No you don't. I don't care how many hours you put into your flight sims, you'll never know. It's not even clear if the rotor being shot out was the only mechanical issue the bird was experiencing at the time. The men who flew and who currently fly in that unit are trained to the edge of a human's capability to fly those helicopters. They put in more sim time, more real flight hours and practicing recovery from catastrophic mechanical failures than a vast majority of helicopter pilots on this Earth.

Is human error a potential factor? Yes. Can anyone here, hell can anyone but the dead attest to the exact conditions in that cockpit? No. We have one surviving pilot from the other bird. I'm keen to take his word over that of an out of shape autistic dip shit on the cesspool of the internet.

The please give me a full break down of how it went down.

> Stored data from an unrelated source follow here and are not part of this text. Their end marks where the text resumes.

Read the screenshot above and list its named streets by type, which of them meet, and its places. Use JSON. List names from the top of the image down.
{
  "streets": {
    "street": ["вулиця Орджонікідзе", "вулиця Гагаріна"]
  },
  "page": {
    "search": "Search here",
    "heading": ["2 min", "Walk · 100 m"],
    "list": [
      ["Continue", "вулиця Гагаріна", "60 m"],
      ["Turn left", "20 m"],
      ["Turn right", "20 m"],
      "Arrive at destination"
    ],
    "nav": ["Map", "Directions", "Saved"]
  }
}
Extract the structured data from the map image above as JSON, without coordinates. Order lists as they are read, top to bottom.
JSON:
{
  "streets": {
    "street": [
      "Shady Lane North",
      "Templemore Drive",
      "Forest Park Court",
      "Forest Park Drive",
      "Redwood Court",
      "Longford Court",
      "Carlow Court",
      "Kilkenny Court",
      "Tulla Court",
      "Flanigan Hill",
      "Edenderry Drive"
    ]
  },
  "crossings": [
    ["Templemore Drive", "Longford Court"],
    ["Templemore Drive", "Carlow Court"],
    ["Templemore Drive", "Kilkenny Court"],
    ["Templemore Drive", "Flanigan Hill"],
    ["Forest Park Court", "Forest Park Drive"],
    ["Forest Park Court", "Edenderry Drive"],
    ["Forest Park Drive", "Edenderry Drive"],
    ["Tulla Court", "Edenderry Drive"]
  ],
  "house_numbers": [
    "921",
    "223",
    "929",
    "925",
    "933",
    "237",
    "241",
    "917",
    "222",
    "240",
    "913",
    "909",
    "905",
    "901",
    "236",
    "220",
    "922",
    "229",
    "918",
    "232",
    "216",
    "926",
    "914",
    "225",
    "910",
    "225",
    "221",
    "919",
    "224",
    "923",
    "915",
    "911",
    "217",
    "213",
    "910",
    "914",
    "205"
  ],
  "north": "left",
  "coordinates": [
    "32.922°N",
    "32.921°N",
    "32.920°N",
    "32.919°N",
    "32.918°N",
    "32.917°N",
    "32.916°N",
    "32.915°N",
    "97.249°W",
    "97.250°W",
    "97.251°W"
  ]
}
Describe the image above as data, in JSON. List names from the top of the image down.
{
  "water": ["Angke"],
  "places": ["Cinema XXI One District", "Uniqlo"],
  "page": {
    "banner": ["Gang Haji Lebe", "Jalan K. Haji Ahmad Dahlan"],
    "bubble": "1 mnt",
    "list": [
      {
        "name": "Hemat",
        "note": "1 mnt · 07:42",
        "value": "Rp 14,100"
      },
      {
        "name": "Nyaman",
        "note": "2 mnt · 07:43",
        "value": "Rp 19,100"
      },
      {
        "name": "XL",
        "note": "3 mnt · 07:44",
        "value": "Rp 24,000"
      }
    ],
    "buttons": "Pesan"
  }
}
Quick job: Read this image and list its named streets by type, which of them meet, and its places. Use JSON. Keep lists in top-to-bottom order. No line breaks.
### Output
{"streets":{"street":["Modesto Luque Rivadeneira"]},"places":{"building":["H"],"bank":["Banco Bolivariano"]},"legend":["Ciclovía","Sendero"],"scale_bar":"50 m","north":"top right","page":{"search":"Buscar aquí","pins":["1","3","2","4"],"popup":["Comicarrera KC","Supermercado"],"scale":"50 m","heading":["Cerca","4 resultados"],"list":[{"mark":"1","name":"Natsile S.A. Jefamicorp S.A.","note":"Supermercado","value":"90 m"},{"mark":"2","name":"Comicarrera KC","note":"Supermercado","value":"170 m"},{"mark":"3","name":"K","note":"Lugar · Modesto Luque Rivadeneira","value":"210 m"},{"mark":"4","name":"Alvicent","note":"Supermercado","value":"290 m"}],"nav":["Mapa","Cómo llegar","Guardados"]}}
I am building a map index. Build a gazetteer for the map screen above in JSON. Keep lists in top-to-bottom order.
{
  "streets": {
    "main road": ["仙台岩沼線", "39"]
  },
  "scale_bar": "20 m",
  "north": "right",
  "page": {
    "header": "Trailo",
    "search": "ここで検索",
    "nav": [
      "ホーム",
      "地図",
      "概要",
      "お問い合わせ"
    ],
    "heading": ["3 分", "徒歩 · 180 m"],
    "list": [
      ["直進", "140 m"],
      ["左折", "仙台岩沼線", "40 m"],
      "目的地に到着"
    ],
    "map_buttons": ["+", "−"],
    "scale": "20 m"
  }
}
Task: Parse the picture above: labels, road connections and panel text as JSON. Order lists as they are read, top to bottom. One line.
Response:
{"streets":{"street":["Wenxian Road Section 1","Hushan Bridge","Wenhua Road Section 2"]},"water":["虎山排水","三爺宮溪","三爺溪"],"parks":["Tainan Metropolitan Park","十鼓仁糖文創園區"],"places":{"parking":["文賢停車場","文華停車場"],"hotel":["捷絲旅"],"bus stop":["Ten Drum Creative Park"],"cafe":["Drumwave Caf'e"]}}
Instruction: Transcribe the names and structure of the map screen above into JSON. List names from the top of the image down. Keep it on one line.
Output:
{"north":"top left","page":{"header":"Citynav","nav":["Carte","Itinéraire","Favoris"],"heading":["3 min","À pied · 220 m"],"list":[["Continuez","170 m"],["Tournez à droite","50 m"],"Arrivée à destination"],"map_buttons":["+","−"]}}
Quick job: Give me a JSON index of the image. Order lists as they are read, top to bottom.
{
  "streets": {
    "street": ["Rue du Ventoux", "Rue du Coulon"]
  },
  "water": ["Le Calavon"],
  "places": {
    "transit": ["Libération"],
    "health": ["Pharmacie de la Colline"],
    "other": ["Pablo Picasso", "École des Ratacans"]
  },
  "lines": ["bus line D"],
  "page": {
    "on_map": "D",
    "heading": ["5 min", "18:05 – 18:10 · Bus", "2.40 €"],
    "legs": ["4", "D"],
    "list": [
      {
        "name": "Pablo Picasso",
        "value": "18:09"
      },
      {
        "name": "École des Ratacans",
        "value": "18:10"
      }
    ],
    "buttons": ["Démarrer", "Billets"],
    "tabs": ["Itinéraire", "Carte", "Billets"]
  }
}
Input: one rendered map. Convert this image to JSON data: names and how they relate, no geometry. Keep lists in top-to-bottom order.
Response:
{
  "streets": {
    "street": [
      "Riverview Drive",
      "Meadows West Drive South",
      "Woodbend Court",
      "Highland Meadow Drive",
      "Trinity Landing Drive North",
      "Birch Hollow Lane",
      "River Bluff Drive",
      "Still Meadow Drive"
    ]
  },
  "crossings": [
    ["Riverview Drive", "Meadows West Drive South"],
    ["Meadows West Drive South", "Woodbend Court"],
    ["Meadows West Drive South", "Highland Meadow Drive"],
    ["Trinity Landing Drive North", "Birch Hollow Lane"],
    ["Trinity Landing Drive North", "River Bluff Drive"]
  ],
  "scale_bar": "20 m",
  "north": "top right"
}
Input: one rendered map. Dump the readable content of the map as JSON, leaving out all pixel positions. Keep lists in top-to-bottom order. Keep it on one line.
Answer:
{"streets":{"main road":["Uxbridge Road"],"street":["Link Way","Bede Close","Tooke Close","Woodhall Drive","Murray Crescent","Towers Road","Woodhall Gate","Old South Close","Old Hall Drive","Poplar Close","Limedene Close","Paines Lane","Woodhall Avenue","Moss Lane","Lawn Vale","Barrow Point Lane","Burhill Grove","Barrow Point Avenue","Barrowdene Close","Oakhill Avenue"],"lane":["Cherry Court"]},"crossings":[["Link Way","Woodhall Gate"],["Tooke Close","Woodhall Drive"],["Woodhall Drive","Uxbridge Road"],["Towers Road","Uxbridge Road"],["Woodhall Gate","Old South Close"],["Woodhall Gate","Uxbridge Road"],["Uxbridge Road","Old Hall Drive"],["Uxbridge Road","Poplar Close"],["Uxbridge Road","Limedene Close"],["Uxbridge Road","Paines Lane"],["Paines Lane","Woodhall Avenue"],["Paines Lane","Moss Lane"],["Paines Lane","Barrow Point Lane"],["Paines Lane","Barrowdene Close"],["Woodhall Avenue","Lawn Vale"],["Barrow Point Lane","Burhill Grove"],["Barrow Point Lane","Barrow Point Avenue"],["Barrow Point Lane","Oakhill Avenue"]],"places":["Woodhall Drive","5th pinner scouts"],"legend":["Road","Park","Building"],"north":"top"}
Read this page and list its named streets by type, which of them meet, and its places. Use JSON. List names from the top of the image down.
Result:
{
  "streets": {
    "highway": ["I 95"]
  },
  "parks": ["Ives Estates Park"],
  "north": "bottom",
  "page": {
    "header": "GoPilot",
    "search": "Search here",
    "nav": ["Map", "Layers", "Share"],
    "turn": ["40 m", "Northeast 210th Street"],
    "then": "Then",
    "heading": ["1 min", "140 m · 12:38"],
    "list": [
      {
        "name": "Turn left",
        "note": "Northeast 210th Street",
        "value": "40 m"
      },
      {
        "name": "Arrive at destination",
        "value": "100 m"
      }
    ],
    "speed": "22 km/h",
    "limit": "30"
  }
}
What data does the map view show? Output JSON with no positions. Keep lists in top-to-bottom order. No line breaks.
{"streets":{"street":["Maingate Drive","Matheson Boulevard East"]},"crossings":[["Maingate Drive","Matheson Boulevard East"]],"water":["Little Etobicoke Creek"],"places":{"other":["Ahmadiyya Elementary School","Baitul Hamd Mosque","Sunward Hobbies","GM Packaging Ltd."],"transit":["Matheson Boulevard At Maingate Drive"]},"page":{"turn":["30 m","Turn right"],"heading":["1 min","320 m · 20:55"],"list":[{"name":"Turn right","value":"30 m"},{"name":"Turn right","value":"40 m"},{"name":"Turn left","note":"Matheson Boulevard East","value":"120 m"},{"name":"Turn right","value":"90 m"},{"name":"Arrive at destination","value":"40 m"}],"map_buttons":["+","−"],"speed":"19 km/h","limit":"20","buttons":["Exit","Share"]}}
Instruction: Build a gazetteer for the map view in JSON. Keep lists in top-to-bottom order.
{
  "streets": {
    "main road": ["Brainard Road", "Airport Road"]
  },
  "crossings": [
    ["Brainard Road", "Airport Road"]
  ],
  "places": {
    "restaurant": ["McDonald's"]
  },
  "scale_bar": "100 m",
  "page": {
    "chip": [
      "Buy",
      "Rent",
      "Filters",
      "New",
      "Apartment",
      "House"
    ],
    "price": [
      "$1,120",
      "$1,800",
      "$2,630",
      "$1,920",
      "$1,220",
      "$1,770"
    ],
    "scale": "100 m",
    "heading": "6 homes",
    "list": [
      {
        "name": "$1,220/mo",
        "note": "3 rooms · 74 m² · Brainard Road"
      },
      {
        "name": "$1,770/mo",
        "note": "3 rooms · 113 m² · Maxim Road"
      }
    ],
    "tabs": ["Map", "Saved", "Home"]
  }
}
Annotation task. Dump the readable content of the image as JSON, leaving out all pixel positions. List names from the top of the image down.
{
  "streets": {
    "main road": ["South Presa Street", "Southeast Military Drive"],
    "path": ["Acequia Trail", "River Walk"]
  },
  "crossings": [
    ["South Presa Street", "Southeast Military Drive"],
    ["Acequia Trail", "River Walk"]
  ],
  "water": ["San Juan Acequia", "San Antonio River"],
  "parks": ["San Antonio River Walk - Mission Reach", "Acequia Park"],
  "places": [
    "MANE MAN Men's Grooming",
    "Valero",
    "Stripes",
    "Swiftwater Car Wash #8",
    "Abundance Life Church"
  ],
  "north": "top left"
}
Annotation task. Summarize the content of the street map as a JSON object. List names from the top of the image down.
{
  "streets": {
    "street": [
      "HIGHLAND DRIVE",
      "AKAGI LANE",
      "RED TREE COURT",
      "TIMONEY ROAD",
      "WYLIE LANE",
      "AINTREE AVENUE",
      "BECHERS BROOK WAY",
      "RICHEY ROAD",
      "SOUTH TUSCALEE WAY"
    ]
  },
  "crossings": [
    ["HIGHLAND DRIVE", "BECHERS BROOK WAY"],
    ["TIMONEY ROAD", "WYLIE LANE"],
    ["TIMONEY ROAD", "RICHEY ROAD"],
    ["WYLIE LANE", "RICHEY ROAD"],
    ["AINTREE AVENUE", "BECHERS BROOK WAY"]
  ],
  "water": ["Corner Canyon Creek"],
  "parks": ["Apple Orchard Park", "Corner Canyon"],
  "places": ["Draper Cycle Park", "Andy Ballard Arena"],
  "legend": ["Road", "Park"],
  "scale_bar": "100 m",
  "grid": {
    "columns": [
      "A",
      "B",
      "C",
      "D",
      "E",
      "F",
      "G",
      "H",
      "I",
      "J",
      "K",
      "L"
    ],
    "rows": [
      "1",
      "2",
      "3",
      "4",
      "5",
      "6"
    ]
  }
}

What altitude was super 6-1 and 6-4 at when they were hit, what were the atmospherics on the day in question, were the in a left or right hand bank or were they above 24KIAS and outside translational lift. What was the g load on the rotor system when they were hit. And what do you mean by full tilt on the throttle? Pushing forward on cyclic? Full collective? Opening the throttle will do far less to increase forward airspeed as foward on the cyclic will.

Emergency procedure for loss of tail rotor is auto-rotate if below a 40 knots.
If above then what you suggested will work.

>There are two ways to stop a helicopter from spinning – you can dive and pick up speed to straighten the helicopter out; we didn’t have the altitude to do that,” said Durant. “Or, you can shut the engine off. We flew like a vending machine.”

>The helicopter plummeted to the earth. Durant managed to put it down on the wheels in an undeveloped part of the city, likely saving his and his co-pilot’s life, at least for the time being.

So there was still room here for them to gun it. He didnt and the pilot picked the wrong choice.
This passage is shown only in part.